Database-Box: 💢Using Fuzzy Matching in Oracle Database 23c💢

💢Using Fuzzy Matching

Alireza Kamrani

09/14/2024

Data quality issues plague even the most meticulously maintained databases. Typos, misspellings, and phonetic variations can create duplicate records, hindering analysis and decision-making.

Considering that you're trying to do a fuzzy search on a list of school names, I don't think you want to go for traditional string similarity like Levenshtein distance.

My assumption is that you're taking a user's input (either keyboard input or spoken over the phone), and you want to quickly find the matching school.

Distance metrics tell you how similar two strings are based on substitutions, deletions, and insertions. But those algorithms don't really tell you anything about how similar the strings are as words in a human language.

Consider, for example, the words "smith," "smythe," and "smote". I can go from "smythe" to "smith" in two steps:

smythe -> smithe -> smith

And from "smote" to "smith" in two steps:

smote -> smite -> smith

So the two have the same distance as strings, but as words, they're significantly different.

If somebody told you (spoken language) that he was looking for "Symthe College," you'd almost certainly say, "Oh, I think you mean Smith." But if somebody said "Smote College," you wouldn't have any idea what he was talking about.

What you need is a phonetic algorithm like Soundex or Metaphone. Basically, those algorithms break a word down into phonemes and create a representation of how the word is pronounced in spoken language. You can then compare the result against a known list of words to find a match.

Such a system would be much faster than using a distance metric. Consider that with a distance metric, you need to compare the user's input with every word in your list to obtain the distance.

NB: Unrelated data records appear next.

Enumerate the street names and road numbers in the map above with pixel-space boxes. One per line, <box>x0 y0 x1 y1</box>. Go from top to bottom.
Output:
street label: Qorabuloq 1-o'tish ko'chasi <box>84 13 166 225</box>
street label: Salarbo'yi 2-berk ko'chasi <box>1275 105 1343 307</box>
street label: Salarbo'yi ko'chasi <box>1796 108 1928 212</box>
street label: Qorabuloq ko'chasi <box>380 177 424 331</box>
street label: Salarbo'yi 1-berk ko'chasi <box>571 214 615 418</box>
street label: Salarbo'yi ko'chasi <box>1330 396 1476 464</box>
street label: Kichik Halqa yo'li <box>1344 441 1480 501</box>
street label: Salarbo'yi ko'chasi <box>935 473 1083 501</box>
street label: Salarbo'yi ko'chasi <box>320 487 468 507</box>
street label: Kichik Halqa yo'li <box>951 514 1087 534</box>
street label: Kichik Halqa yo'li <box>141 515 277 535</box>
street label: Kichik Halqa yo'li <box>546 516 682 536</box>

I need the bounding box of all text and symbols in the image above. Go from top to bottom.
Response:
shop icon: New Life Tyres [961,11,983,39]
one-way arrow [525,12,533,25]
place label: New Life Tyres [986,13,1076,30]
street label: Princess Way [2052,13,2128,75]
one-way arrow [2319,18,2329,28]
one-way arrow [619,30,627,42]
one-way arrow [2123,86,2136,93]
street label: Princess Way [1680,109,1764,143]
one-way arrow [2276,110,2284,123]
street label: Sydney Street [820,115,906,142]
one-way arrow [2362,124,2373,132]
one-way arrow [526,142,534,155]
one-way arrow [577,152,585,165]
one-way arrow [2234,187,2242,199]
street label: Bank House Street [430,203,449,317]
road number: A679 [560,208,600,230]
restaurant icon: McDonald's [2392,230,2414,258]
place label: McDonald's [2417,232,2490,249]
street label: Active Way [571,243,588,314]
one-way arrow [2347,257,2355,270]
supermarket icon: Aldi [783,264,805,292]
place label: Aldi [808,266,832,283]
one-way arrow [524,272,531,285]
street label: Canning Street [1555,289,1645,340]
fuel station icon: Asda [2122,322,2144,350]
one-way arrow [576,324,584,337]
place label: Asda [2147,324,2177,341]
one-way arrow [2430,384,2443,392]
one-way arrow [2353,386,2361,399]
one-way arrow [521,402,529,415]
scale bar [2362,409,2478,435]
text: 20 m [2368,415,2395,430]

That is computationally expensive and the results, as I demonstrated with "smith" and "smote" can be laughably bad.

Using a phonetic algorithm, you create the phoneme representation of each of your known words and place it in a dictionary (a hash map or possibly a trie).

That's a one-time startup cost. Then, whenever the user inputs a search term, you create the phoneme representation of his input and look it up in your dictionary.

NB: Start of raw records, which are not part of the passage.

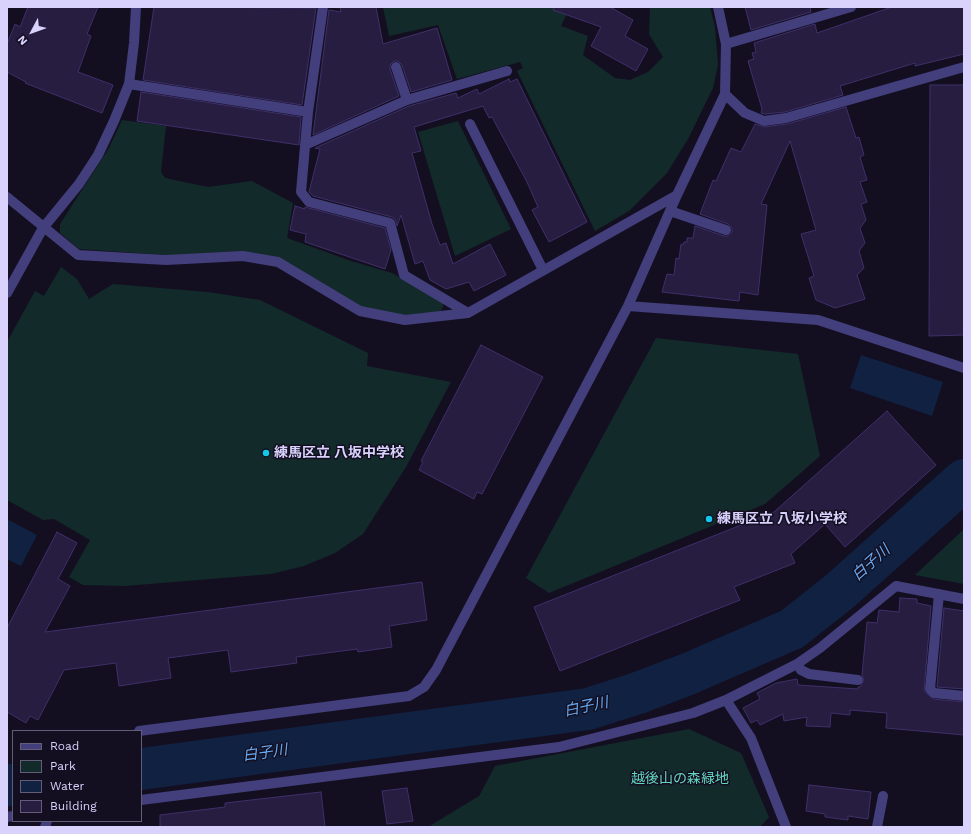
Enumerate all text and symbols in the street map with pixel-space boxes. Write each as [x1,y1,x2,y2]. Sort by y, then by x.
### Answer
north arrow [12,12,52,52]
text: N [15,33,30,48]
place label: 練馬区立 八坂中学校 [274,445,404,461]
marker: 練馬区立 八坂中学校 [261,448,271,458]
place label: 練馬区立 八坂小学校 [717,511,847,527]
marker: 練馬区立 八坂小学校 [704,514,714,524]
water label: 白子川 [848,541,894,585]
water label: 白子川 [562,694,610,720]
legend [12,730,142,822]
text: Road [50,739,79,753]
water label: 白子川 [241,741,289,765]
text: Park [50,759,76,773]
park label: 越後山の森緑地 [631,771,729,787]
text: Water [50,779,84,793]
text: Building [50,799,97,813]

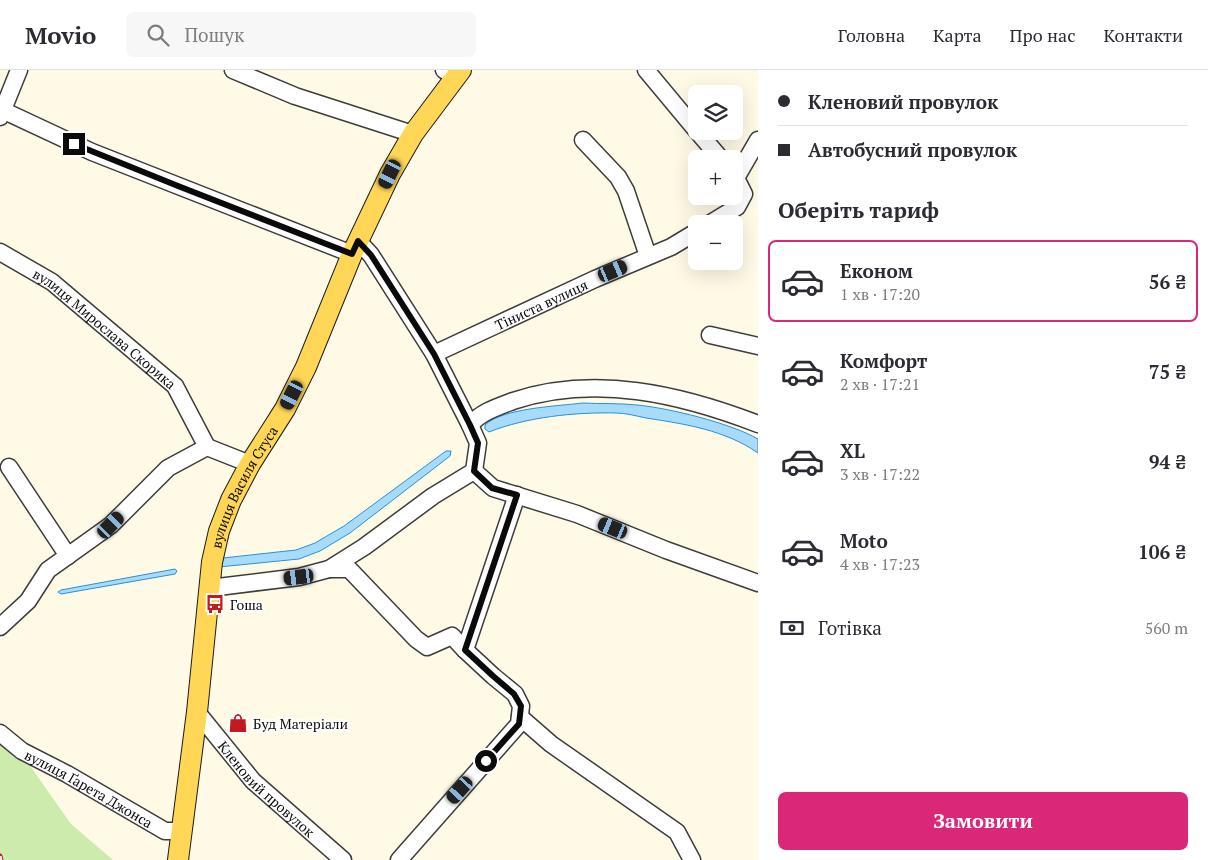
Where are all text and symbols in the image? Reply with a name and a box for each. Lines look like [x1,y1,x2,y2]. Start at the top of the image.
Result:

That is a lot faster and produces much better results.

Consider also that when people misspell proper names, they almost always get the first letter right, and more often than not pronouncing the misspelling sounds like the actual word they were trying to spell.

If that's the case, then the phonetic algorithms are definitely the way to go.

Fortunately, Oracle Database 23c delivers two powerful tools for fuzzy string matching: FUZZY_MATCH and PHONIC_ENCODE.

This article delves into these operators, exploring their potential and providing practical code examples to unlock their power.

Fuzzy Matching in Action: FUZZY_MATCH

Imagine searching for customers named “kamrani” but encountering variations like “kamrani” or “kamranian" or "kamrany".

Here’s where FUZZY_MATCH shines.

It calculates the similarity between two strings using various algorithms, returning a score indicating their closeness.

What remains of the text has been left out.